§ **Work instruction**: Each entry below is to be printed verbatim.

Stored items
◇ ◇ ◇
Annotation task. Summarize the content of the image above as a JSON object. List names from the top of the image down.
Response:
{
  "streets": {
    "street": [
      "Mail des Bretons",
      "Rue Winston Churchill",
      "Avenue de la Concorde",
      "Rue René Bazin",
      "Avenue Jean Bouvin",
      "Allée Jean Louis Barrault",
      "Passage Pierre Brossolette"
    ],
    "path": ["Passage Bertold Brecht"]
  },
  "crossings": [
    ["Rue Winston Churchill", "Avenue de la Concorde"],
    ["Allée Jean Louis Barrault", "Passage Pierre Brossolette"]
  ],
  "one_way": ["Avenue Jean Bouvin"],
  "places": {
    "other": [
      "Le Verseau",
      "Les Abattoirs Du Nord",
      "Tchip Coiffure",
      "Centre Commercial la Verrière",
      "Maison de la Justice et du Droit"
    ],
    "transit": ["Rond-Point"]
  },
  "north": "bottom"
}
◇ ◇ ◇
§ **Solution below**:
Annotation task. Summarize the content of the image above as a JSON object. List names from the top of the image down.
Response:
{
  "streets": {
    "street": [
      "Mail des Bretons",
      "Rue Winston Churchill",
      "Avenue de la Concorde",
      "Rue René Bazin",
      "Avenue Jean Bouvin",
      "Allée Jean Louis Barrault",
      "Passage Pierre Brossolette"
    ],
    "path": ["Passage Bertold Brecht"]
  },
  "crossings": [
    ["Rue Winston Churchill", "Avenue de la Concorde"],
    ["Allée Jean Louis Barrault", "Passage Pierre Brossolette"]
  ],
  "one_way": ["Avenue Jean Bouvin"],
  "places": {
    "other": [
      "Le Verseau",
      "Les Abattoirs Du Nord",
      "Tchip Coiffure",
      "Centre Commercial la Verrière",
      "Maison de la Justice et du Droit"
    ],
    "transit": ["Rond-Point"]
  },
  "north": "bottom"
}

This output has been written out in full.